# [Exercise instructions]
Write out, please, the lines from the beginning of the material to the line with "Annotation task. Parse", including both ends and nothing else.

# [Records]
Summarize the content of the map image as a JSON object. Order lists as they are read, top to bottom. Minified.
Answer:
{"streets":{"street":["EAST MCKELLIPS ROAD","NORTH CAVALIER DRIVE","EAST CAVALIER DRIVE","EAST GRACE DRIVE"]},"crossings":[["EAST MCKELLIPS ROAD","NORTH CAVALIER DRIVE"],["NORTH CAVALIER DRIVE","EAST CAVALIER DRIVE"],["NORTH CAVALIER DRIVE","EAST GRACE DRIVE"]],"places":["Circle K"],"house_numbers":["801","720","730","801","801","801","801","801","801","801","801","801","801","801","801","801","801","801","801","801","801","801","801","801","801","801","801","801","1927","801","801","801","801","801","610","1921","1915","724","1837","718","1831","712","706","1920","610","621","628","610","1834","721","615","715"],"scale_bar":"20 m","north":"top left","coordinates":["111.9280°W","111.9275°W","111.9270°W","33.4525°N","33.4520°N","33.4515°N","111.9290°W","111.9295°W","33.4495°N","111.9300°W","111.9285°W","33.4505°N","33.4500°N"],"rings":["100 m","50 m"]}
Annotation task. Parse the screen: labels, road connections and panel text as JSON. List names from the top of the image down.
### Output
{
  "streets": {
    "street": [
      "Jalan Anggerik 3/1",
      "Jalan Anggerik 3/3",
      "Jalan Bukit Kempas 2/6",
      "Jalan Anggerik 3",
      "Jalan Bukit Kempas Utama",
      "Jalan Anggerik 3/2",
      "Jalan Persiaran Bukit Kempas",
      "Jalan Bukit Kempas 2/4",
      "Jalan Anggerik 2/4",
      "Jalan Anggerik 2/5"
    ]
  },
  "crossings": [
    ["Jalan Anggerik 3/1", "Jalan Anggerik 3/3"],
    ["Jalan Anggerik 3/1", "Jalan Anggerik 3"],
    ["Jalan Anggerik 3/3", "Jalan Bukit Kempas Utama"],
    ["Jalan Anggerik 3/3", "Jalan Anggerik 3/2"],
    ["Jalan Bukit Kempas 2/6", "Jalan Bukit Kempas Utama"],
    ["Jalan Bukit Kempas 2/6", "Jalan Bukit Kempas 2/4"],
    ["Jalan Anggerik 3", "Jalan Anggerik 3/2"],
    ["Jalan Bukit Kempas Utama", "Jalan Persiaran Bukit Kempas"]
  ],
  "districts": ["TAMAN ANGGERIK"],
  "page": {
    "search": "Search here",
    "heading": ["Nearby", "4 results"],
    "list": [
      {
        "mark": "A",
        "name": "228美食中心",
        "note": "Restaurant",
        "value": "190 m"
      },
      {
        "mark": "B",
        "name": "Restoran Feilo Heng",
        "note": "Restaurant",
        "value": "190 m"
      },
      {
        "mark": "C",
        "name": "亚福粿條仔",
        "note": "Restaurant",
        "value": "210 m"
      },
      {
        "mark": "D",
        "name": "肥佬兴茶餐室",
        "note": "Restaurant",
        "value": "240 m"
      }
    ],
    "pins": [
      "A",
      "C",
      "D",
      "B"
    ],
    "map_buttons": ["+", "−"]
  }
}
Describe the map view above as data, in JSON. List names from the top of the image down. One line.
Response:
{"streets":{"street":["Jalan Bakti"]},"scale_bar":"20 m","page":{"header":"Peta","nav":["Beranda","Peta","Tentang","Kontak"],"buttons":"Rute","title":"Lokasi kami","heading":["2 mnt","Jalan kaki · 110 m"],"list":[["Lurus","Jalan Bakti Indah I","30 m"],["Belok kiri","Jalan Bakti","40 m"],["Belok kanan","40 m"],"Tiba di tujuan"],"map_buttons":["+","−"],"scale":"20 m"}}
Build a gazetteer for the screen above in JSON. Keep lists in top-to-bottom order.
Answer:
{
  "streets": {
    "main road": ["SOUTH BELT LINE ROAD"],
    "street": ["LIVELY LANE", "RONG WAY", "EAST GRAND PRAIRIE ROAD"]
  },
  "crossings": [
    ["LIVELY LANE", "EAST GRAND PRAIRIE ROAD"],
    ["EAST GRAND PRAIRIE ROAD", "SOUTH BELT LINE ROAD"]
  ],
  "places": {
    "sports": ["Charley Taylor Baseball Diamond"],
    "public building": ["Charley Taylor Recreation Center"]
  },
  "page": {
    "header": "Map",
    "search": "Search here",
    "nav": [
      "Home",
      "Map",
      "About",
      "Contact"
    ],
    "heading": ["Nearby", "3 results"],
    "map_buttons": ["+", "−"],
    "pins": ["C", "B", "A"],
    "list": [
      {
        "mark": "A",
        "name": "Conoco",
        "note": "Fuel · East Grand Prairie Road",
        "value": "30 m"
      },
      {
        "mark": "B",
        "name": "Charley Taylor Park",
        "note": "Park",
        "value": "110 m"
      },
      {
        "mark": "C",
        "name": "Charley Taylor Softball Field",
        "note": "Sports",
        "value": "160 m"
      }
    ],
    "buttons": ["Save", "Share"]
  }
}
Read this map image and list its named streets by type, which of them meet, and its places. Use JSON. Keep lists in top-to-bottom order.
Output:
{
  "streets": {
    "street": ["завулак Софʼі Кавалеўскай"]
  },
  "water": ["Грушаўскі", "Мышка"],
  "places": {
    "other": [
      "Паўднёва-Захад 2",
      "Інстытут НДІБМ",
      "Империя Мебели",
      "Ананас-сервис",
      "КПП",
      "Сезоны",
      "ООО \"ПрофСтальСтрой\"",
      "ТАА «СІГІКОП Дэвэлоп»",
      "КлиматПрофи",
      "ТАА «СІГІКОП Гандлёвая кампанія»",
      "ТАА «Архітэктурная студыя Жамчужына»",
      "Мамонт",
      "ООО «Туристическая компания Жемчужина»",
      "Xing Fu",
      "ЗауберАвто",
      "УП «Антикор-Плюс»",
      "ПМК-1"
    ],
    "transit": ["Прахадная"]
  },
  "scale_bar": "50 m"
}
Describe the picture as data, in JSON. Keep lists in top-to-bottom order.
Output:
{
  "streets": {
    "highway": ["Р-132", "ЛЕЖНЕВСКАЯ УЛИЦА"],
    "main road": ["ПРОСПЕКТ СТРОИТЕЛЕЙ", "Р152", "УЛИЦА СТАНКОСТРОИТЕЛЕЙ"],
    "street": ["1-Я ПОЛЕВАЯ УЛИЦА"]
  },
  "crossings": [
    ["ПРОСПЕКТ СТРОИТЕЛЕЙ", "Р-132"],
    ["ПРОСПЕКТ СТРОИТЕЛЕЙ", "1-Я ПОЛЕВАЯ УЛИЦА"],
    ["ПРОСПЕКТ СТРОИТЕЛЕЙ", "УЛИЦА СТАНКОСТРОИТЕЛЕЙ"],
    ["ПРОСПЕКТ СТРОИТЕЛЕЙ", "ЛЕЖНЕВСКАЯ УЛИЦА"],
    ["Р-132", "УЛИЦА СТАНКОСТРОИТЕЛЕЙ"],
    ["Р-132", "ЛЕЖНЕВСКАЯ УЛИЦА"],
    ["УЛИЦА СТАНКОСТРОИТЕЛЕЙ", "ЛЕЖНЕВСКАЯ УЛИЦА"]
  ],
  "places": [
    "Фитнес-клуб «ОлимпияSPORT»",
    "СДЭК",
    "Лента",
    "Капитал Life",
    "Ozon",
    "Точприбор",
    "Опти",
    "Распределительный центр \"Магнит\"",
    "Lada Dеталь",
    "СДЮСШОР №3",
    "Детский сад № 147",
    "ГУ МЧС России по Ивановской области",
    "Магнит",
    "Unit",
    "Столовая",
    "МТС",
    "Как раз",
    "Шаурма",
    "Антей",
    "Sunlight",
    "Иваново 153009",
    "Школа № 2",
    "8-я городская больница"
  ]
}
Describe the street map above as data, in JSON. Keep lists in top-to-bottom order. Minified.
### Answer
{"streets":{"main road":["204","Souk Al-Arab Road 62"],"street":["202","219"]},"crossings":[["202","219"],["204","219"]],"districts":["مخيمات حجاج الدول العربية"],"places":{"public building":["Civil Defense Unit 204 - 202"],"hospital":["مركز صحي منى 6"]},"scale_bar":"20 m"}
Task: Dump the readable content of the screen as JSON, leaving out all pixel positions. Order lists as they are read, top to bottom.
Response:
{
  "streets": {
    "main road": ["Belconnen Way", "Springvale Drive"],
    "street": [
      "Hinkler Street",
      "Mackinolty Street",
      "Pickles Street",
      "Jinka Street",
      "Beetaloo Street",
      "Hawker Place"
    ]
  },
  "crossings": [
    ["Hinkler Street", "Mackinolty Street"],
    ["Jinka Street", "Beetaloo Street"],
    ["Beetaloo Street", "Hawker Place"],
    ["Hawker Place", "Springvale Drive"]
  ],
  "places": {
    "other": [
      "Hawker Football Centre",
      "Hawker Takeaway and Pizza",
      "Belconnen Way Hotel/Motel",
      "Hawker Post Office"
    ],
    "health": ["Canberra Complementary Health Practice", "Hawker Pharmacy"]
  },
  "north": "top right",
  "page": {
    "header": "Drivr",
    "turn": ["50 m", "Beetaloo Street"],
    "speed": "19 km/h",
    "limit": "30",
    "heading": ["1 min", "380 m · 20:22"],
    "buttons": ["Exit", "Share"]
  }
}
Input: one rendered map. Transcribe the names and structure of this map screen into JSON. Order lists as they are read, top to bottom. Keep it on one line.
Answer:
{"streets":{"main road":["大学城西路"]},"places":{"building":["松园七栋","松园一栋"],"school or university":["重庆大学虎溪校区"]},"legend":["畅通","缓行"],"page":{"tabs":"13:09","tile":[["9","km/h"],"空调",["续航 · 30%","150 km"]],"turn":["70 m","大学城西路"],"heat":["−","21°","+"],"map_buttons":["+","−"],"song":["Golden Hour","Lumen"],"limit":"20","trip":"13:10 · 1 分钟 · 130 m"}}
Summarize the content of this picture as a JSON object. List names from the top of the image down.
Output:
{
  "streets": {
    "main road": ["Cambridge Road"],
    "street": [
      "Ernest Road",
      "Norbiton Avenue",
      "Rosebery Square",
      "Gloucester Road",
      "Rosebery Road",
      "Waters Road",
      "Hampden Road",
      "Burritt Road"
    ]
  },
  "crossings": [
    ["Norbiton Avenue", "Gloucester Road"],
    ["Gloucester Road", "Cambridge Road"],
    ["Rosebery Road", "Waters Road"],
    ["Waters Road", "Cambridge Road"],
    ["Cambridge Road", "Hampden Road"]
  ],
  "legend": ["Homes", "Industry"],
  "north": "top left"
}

# [Exercise output]
Summarize the content of the map image as a JSON object. Order lists as they are read, top to bottom. Minified.
Answer:
{"streets":{"street":["EAST MCKELLIPS ROAD","NORTH CAVALIER DRIVE","EAST CAVALIER DRIVE","EAST GRACE DRIVE"]},"crossings":[["EAST MCKELLIPS ROAD","NORTH CAVALIER DRIVE"],["NORTH CAVALIER DRIVE","EAST CAVALIER DRIVE"],["NORTH CAVALIER DRIVE","EAST GRACE DRIVE"]],"places":["Circle K"],"house_numbers":["801","720","730","801","801","801","801","801","801","801","801","801","801","801","801","801","801","801","801","801","801","801","801","801","801","801","801","801","1927","801","801","801","801","801","610","1921","1915","724","1837","718","1831","712","706","1920","610","621","628","610","1834","721","615","715"],"scale_bar":"20 m","north":"top left","coordinates":["111.9280°W","111.9275°W","111.9270°W","33.4525°N","33.4520°N","33.4515°N","111.9290°W","111.9295°W","33.4495°N","111.9300°W","111.9285°W","33.4505°N","33.4500°N"],"rings":["100 m","50 m"]}
Annotation task. Parse the screen: labels, road connections and panel text as JSON. List names from the top of the image down.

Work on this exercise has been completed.